One of Officer Turner's main roles in "South Side" is to get on her partner Officer Goodnight's nerves.
One of Officer Turner’s main roles in “South Side” is to get on her partner Officer Goodnight’s nerves.

Adrian S. Burrows Sr./HBO Max

I’m pretty sure y’all have some really lively conversations in the writer’s room.

We do. We do. But it’s really fun, and it’s cool to be able to talk about a show that we both love so much at home. And it’s also really tender to be going on this journey together because Bashir, obviously, has done so much in this industry and has a wonderful resume and is extremely talented. And obviously, I’m a big fan of the man and the talent. But this show is really special to him because, in a lot of ways, it’s the show that he’s always wanted to make.

And for us, as Chicagoans, it’s our love letter to our city. It’s the Chicago show we’ve always wanted to give the people of Chicago. And so to be doing this together, it definitely is a tender journey to be on as husband and wife, and as creators.

What are some things that you would like to do that you haven’t done or stories that you would like to tell that you haven’t?

So, I had mentioned the Bud Billiken parade, and we didn’t get do that because the year that we were there in time, it got canceled for COVID. So we still haven’t been able to do Bud Billiken, which is such a Chicago thing that it must be done, and just have so many good memories there.

I really want to do something in a skating rink.

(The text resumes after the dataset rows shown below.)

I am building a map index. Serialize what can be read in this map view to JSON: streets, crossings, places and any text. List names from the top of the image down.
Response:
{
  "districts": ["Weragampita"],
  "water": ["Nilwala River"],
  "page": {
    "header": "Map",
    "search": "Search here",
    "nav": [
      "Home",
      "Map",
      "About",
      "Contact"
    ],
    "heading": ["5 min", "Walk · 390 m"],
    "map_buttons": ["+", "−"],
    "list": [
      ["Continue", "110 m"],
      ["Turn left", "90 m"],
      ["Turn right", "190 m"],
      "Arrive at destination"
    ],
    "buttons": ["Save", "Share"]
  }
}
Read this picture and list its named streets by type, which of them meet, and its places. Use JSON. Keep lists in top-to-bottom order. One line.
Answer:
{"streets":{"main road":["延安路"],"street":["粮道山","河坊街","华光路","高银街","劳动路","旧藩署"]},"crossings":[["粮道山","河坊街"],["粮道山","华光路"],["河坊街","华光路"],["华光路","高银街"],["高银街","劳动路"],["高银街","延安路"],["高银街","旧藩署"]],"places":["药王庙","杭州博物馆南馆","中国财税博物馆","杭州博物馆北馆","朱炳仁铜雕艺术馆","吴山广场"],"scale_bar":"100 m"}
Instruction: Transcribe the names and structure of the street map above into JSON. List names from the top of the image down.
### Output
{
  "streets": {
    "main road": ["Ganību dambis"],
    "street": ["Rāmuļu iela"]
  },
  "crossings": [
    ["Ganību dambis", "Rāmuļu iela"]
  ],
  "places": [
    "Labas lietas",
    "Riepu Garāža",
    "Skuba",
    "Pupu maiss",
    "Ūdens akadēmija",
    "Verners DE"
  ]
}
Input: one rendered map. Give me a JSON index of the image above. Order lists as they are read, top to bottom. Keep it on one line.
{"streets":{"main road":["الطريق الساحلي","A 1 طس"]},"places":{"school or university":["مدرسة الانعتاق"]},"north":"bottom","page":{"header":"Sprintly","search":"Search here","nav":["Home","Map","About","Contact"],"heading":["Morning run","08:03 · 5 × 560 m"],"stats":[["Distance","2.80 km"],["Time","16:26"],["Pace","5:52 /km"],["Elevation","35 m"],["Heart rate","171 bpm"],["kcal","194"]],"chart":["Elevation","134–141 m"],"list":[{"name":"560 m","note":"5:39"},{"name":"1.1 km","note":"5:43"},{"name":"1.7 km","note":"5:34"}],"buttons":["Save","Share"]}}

We used to go to the skating rink on Saturdays. They would have juke nights, and so some people were skating, some people were juking. You’d essentially just bend over, and grind on a guy. It was filthy, but it was fun in childhood.

I definitely want to explore more of the Mexican south side because, unfortunately, Chicago is a very racially segregated city, historically. And things have improved drastically. But there are so many different versions of the south side, which are now bleeding into each other, and it’s a really nice cultural exchange.

So, there’s just certain nuances of the city like that that I would really like to explore because I think that they do exist in every metropolitan area that is diverse. And so, I think, like we were saying earlier, I think it’s something that anyone can identify. Yeah.

How do you want to ultimately have an impact on comedy?

I think the impact that I would want to make, that I would want to leave, is that Black women can be all different types of funny. We can be quirky, too. We can be Lucille Ball in “I Love Lucy.” We can be goofy.

I think for so long, there was this perception that there was only one way for Black women to be funny. And it was sassy and it was loud and it was in your face, and your head moving, and your fingers snapping. And we can be beautiful and funny, too. We are so diverse in our humor and so talented. And if people would just get out of our way, and let us be in charge of our own stories, and our own images, the complexities that you’ll see Black women bring to comedy and humor, are endless.

And it’s certainly, you’re seeing all different versions. But I would just like to be a part of that legacy showing that Black women have 1,000,023 ways to be silly.